The Californian mother accused of torturing 13 siblings was seen smiling in court as a judge banned her and her husband from seeing their children.

Louise Turpin is accused along with David Turpin of keeping their malnourished children, aged between two and 29, chained to their beds for months at a time at their home in Perris.

Appearing at a court in Riverside County, a judge has now barred the couple from seeing their children until 2021 while the investigation into the alleged abuse and torture continues.

Riverside County district judge Emma Smith told the Turpins: "You must not harass, strike, threaten, assault, follow, stalk, molest, destroy or damage property of or disturb the peace of, keep under surveillance or block the entrance of the people listed in the [protective] order.

"You must not try to get their addresses or locations and must have no electronic, telephone or written communication. You must not contact them except through your lawyer. You can't use a third party other than your lawyer, including an investigator."

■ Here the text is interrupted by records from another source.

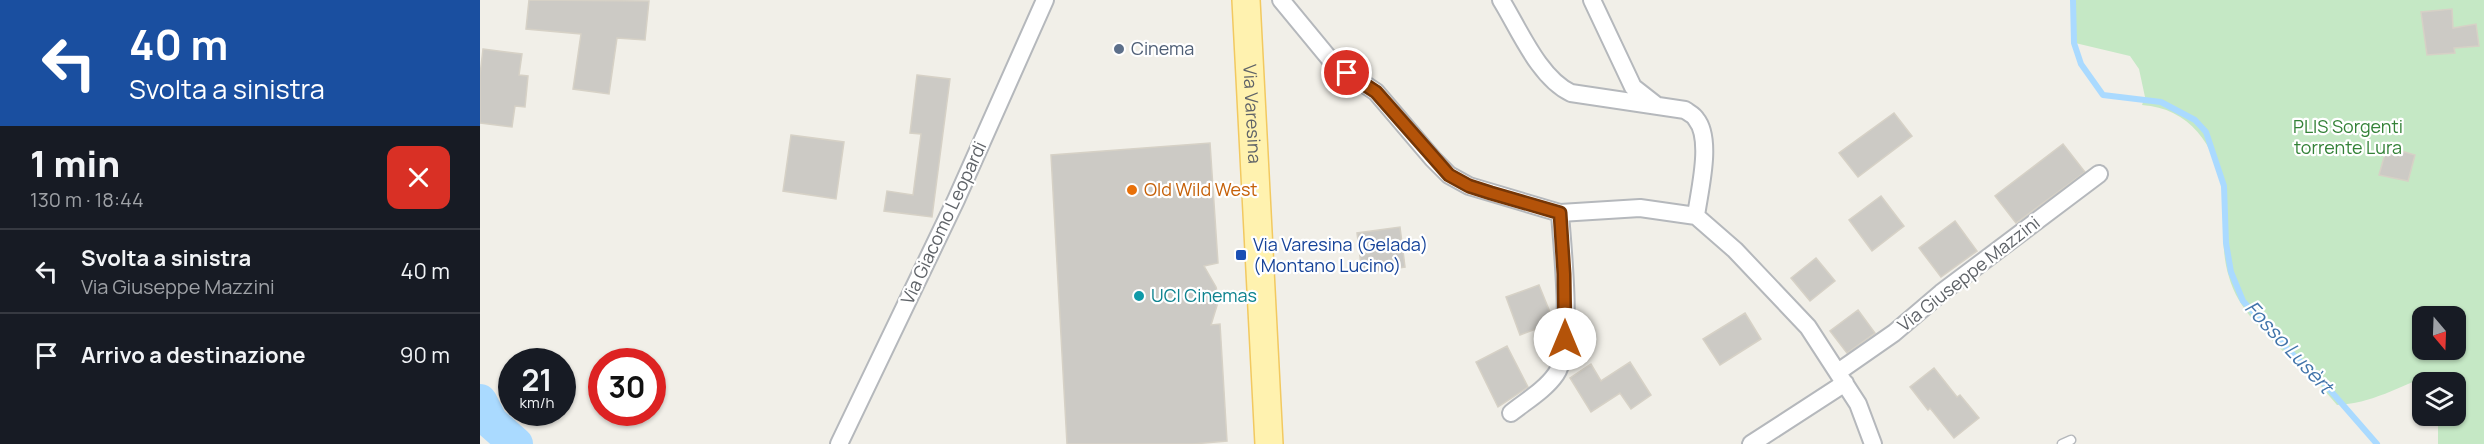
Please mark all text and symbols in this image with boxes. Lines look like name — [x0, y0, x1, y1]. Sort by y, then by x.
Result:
text: 40 m — [129, 15, 228, 73]
icon: left — [30, 24, 108, 102]
place label: Cinema — [1131, 36, 1194, 60]
marker: Cinema — [1112, 42, 1126, 56]
pin — [1321, 47, 1372, 98]
icon: arrive — [1330, 56, 1363, 89]
street label: Via Varesina — [1238, 63, 1267, 164]
text: Svolta a sinistra — [129, 70, 325, 107]
park label: PLIS Sorgenti torrente Lura — [2293, 114, 2403, 159]
street label: Via Giacomo Leopardi — [895, 137, 991, 308]
text: 1 min — [30, 139, 120, 188]
button: close — [387, 146, 450, 209]
place label: Old Wild West — [1144, 177, 1258, 201]
marker: Old Wild West — [1125, 183, 1139, 197]
text: 130 m · 18:44 — [30, 186, 144, 213]
street label: Via Giuseppe Mazzini — [1892, 210, 2044, 336]
place label: Via Varesina (Gelada) (Montano Lucino) — [1253, 232, 1428, 277]
text: Svolta a sinistra — [81, 243, 251, 273]
marker: Via Varesina (Gelada) (Montano Lucino) — [1234, 248, 1248, 262]
icon: left — [30, 255, 63, 288]
text: 40 m — [401, 256, 450, 286]
text: Via Giuseppe Mazzini — [81, 273, 275, 300]
place label: UCI Cinemas — [1151, 283, 1257, 307]
marker: UCI Cinemas — [1132, 289, 1146, 303]
water label: Fosso Lusèrt — [2239, 294, 2341, 400]
north arrow — [2412, 306, 2466, 360]
map controls — [2412, 306, 2466, 426]
position arrow — [1533, 307, 1597, 371]
icon: arrive — [30, 339, 63, 372]
text: Arrivo a destinazione — [81, 340, 305, 370]
text: 90 m — [400, 340, 450, 370]
speed limit sign: 30 — [588, 348, 666, 426]
text: 21 — [521, 359, 553, 400]
button: layers — [2412, 372, 2466, 426]
text: km/h — [520, 392, 554, 413]

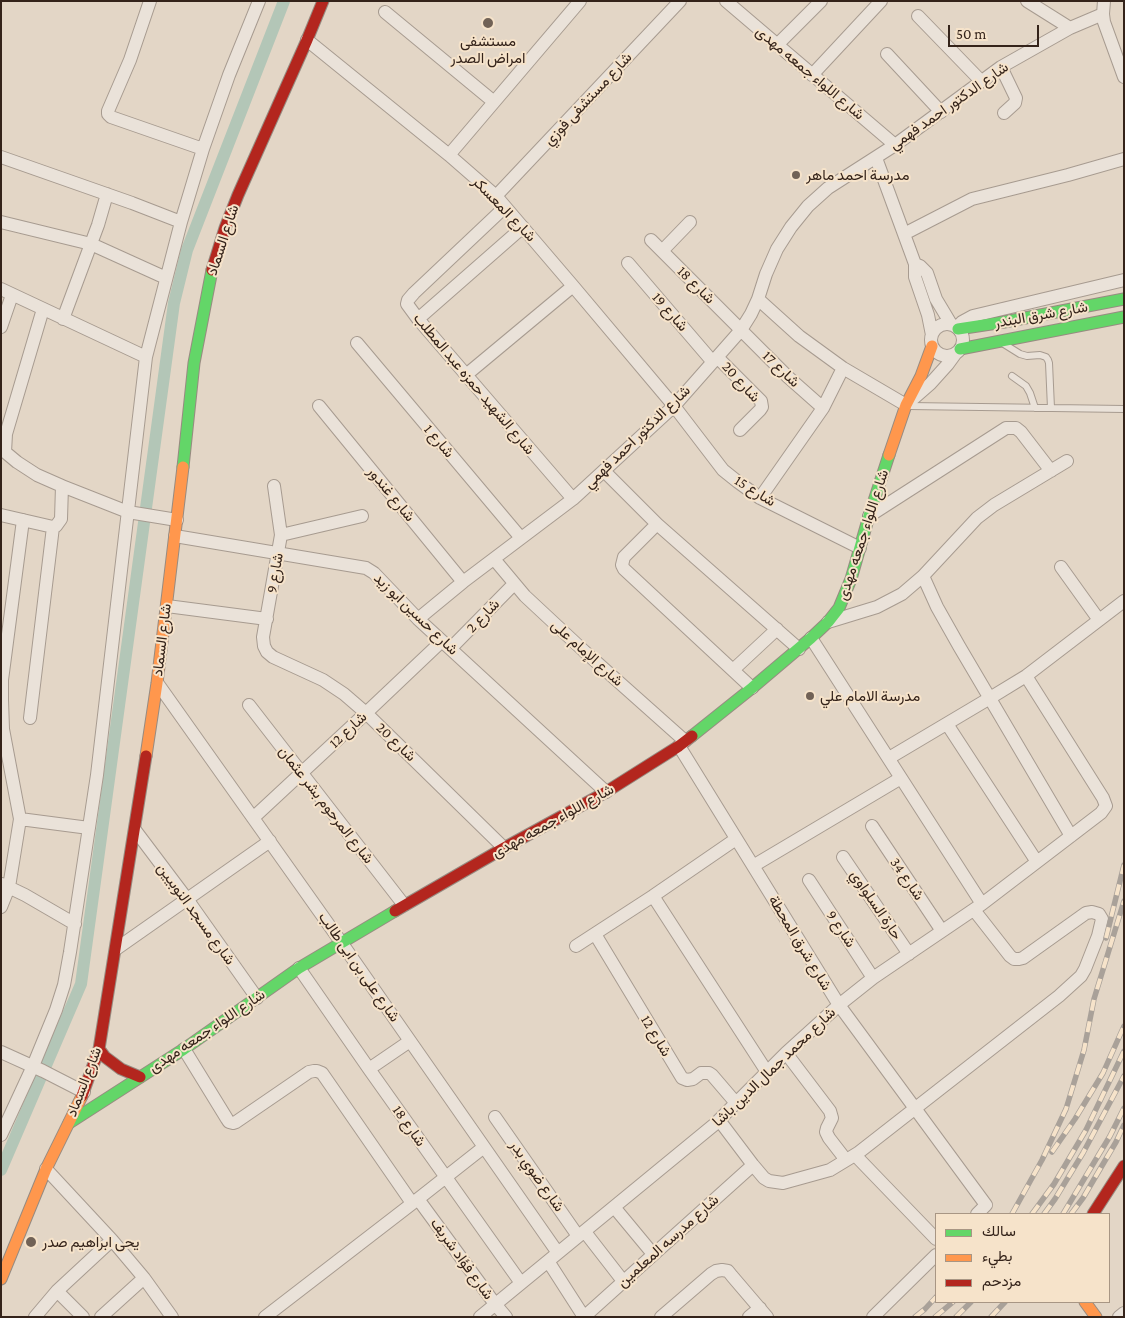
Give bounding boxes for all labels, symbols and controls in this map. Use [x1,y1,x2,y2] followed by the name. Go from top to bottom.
[950,15,1041,47] scale bar
[481,16,495,30] marker: مستشفى امراض الصدر
[752,22,868,124] street label: شارع اللواء جمعه مهدى
[956,26,986,42] text: 50 m
[450,32,526,67] place label: مستشفى امراض الصدر
[540,49,636,149] street label: شارع مستشفى فوزي
[886,58,1012,154] street label: شارع الدكتور احمد فهمي
[806,166,909,184] place label: مدرسة احمد ماهر
[790,169,802,181] marker: مدرسة احمد ماهر
[468,173,540,245] street label: شارع المعسكر
[203,202,243,278] street label: شارع السماد
[673,262,719,308] street label: شارع 18
[648,289,692,335] street label: شارع 19
[993,298,1089,332] street label: شارع شرق البندر
[409,310,539,458] street label: شارع الشهيد حمزه عبد المطلب
[759,347,803,391] street label: شارع 17
[718,358,764,406] street label: شارع 20
[580,382,694,492] street label: شارع الدكتور احمد فهمي
[420,421,458,461] street label: شارع 1
[363,463,419,525] street label: شارع غندور
[833,467,893,603] street label: شارع اللواء جمعه مهدى
[731,471,779,511] street label: شارع 15
[263,551,287,595] street label: شارع 9
[370,569,462,659] street label: شارع حسين ابو زيد
[463,595,503,637] street label: شارع 2
[149,603,175,677] street label: شارع السماد
[547,616,627,690] street label: شارع الإمام على
[820,687,920,705] place label: مدرسة الامام علي
[804,690,816,702] marker: مدرسة الامام علي
[325,708,371,752] street label: شارع 12
[372,719,420,765] street label: شارع 20
[275,743,377,867] street label: شارع المرحوم بشر عثمان
[489,780,617,862] street label: شارع اللواء جمعه مهدى
[886,854,928,904] street label: شارع 34
[153,860,239,968] street label: شارع مسجد النوبيين
[846,867,906,943] street label: حارة السلواوي
[765,892,835,994] street label: شارع شرق المحطة
[822,907,860,951] street label: شارع 9
[314,909,404,1025] street label: شارع على بن ابى طالب
[145,985,269,1077] street label: شارع اللواء جمعه مهدى
[709,1003,839,1131] street label: شارع محمد جمال الدين باشا
[637,1012,675,1060] street label: شارع 12
[62,1045,106,1119] street label: شارع السماد
[388,1102,430,1150] street label: شارع 18
[506,1137,568,1215] street label: شارع ضوي بدر
[614,1191,722,1291] street label: شارع مدرسه المعلمين
[935,1213,1110,1303] legend
[426,1215,498,1303] street label: شارع فؤاد شريف
[982,1223,1016,1239] text: سالك
[42,1233,139,1251] place label: يحى ابراهيم صدر
[24,1235,38,1249] marker: يحى ابراهيم صدر
[982,1248,1012,1264] text: بطيء
[982,1273,1021,1289] text: مزدحم

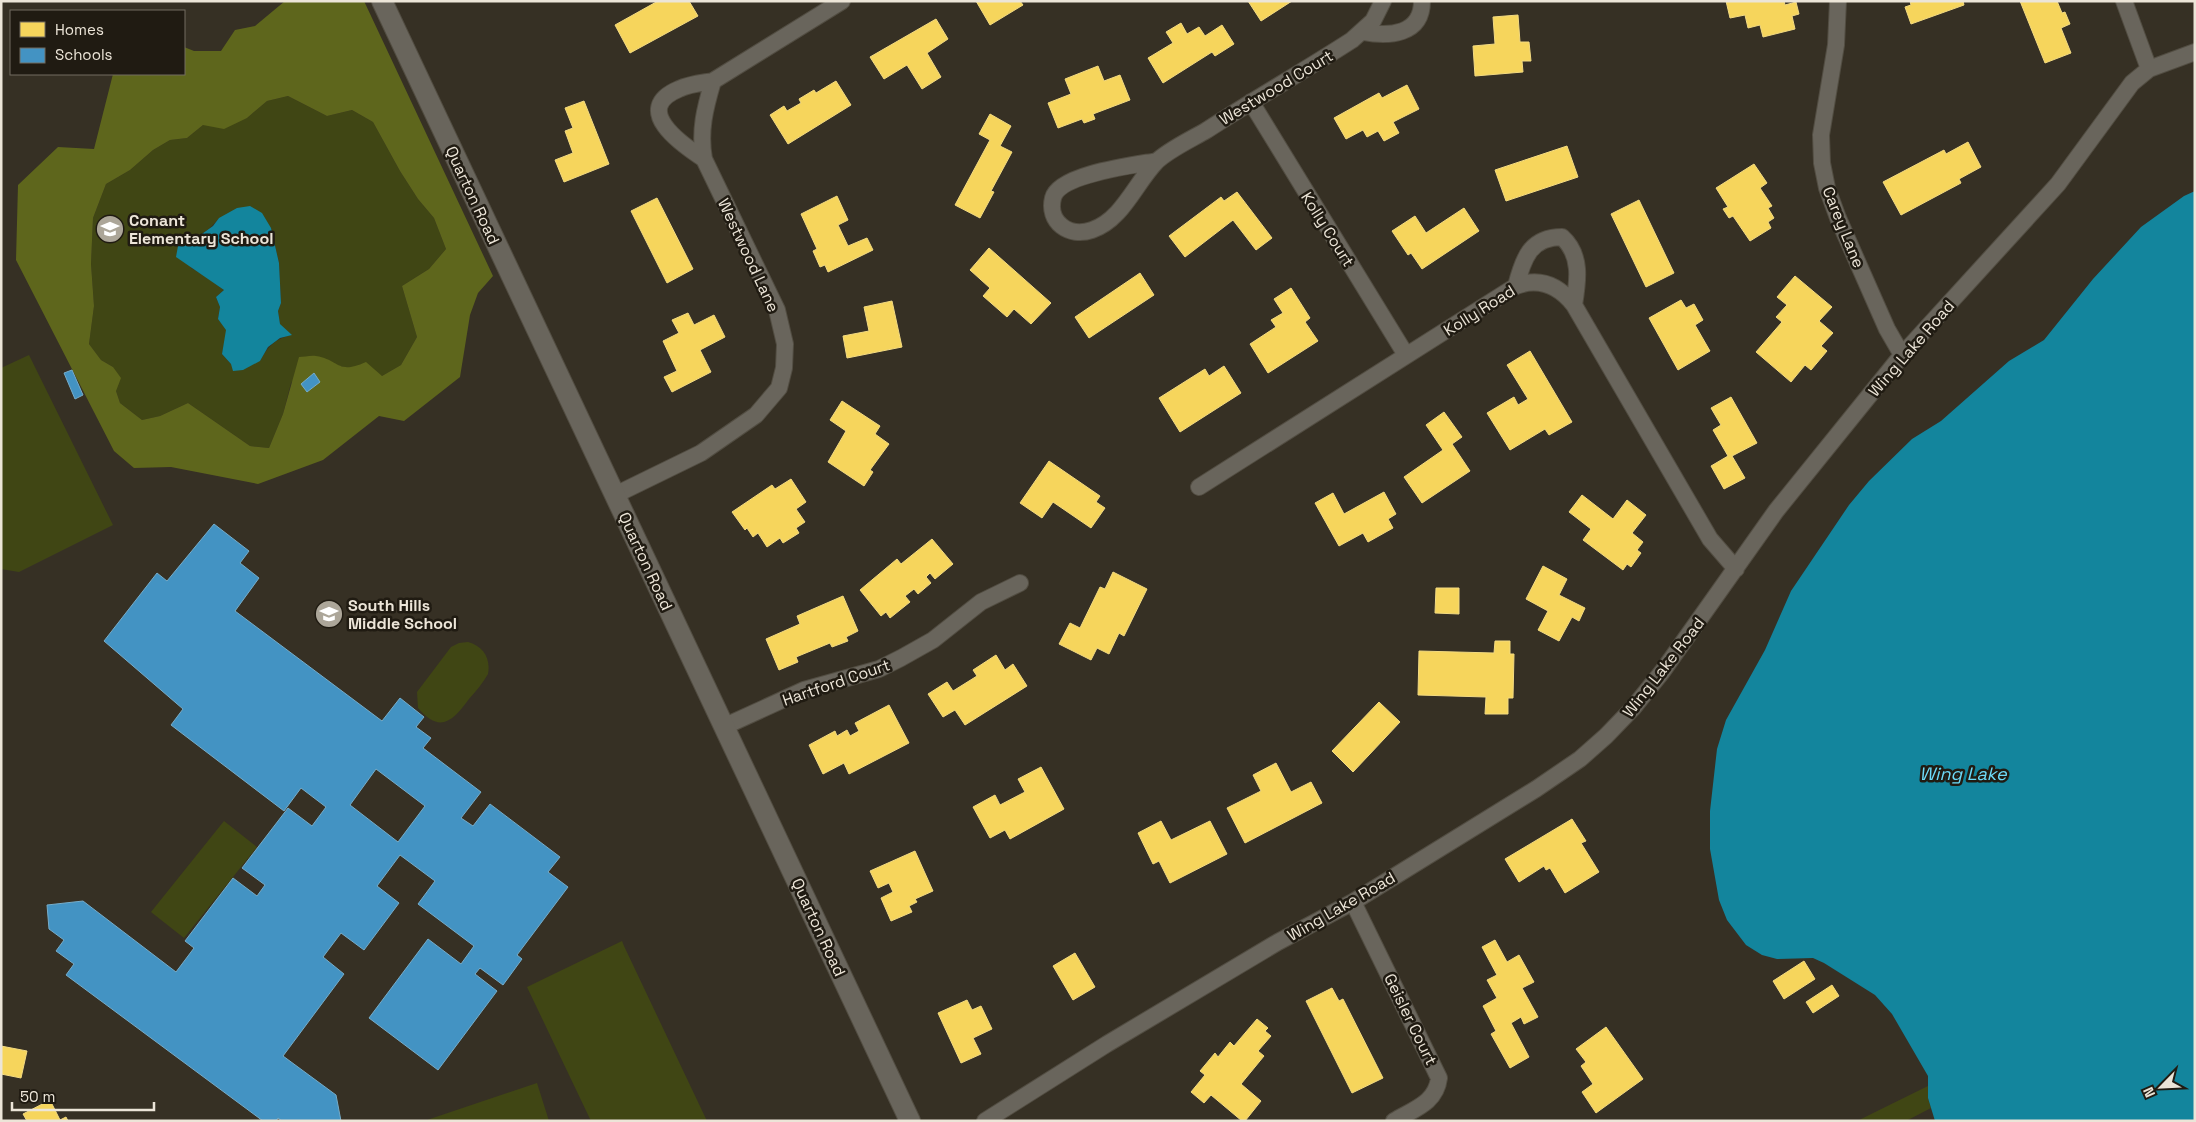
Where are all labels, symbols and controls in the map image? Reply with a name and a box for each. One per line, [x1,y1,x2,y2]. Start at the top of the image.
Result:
legend [10,10,185,75]
text: Homes [55,20,104,39]
text: Schools [55,45,113,64]
street label: Westwood Court [1216,45,1337,130]
street label: Quarton Road [441,143,504,248]
street label: Carey Lane [1818,183,1869,271]
street label: Kolly Court [1296,188,1359,271]
street label: Westwood Lane [713,195,784,315]
place label: Conant Elementary School [129,210,273,249]
school or university icon: Conant Elementary School [95,214,125,244]
street label: Kolly Road [1440,280,1519,341]
street label: Wing Lake Road [1864,296,1959,401]
street label: Quarton Road [614,509,677,614]
place label: South Hills Middle School [348,595,457,634]
school or university icon: South Hills Middle School [314,599,344,629]
street label: Wing Lake Road [1618,613,1709,721]
street label: Hartford Court [779,654,893,711]
water label: Wing Lake [1919,762,2008,785]
street label: Wing Lake Road [1284,867,1399,946]
street label: Quarton Road [787,875,850,980]
street label: Geisler Court [1379,970,1442,1068]
north arrow [2136,1062,2186,1112]
scale bar [12,1080,155,1112]
text: N [2139,1084,2159,1100]
text: 50 m [20,1087,55,1106]

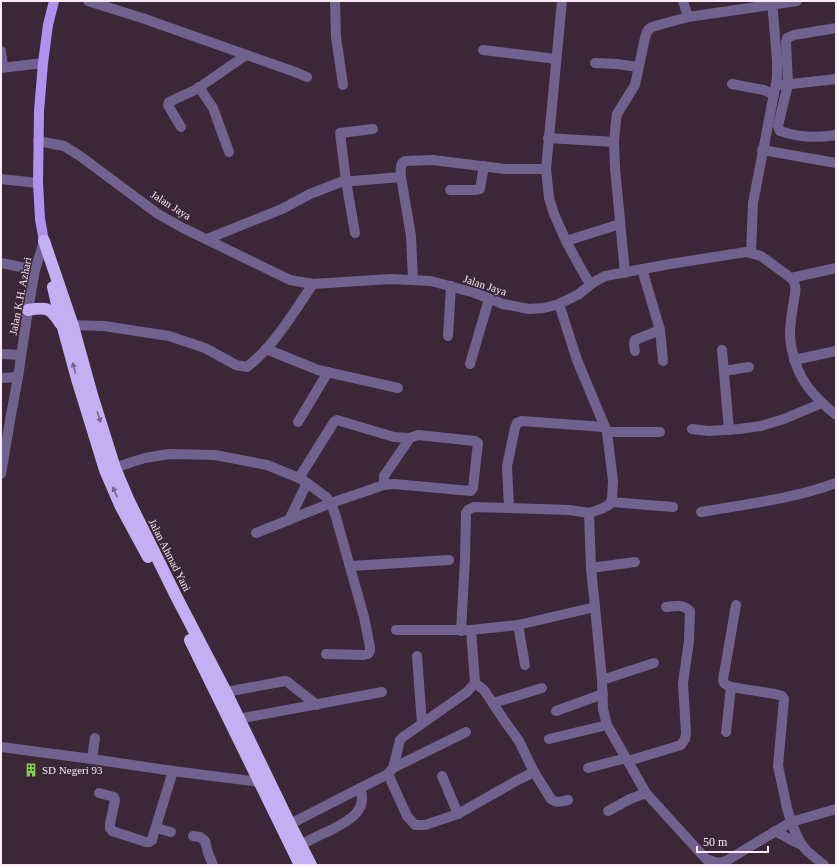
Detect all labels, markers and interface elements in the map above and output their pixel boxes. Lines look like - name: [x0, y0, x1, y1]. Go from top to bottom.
- street label: Jalan Jaya: [149, 188, 193, 222]
- street label: Jalan K.H. Azhari: [7, 256, 33, 336]
- street label: Jalan Jaya: [462, 272, 508, 298]
- one-way arrow: [70, 362, 76, 375]
- one-way arrow: [96, 412, 102, 424]
- one-way arrow: [111, 485, 117, 497]
- street label: Jalan Ahmad Yani: [147, 517, 193, 593]
- building icon: SD Negeri 93: [23, 762, 39, 778]
- place label: SD Negeri 93: [42, 764, 103, 776]
- scale bar: [697, 828, 768, 854]
- text: 50 m: [703, 835, 728, 849]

Dave Macher, representing David Turpin, welcomed the move as it "protects everyone involved, including my client".

He added: "I don't want to expose him to accusations that he harassed, tampered with or attempted to persuade a witness not to testify or to get them to change their testimony. We want to avoid that."

During the brief hearing, Louise Turpin could be seen smiling at her husband while talking to their lawyers.

Louise Turpin
Louise Turpin reacts in court where she and husband David appeared with their lawyers in Riverside, California, Getty

The pair face 94 years in jail after being charged with 12 counts of torture, 12 of false imprisonment, six of child abuse and six of abuse of a dependant adult. The couple deny all the charges against them.

Their children were found inside the "squalid" house shackled to their beds with padlocks after a 17-year-old girl escaped and alerted the authorities.

Further details surrounding the alleged abuse have since emerged, including how the parents would starve then torment their children with food, as well as forbidding them from showering more than once a year.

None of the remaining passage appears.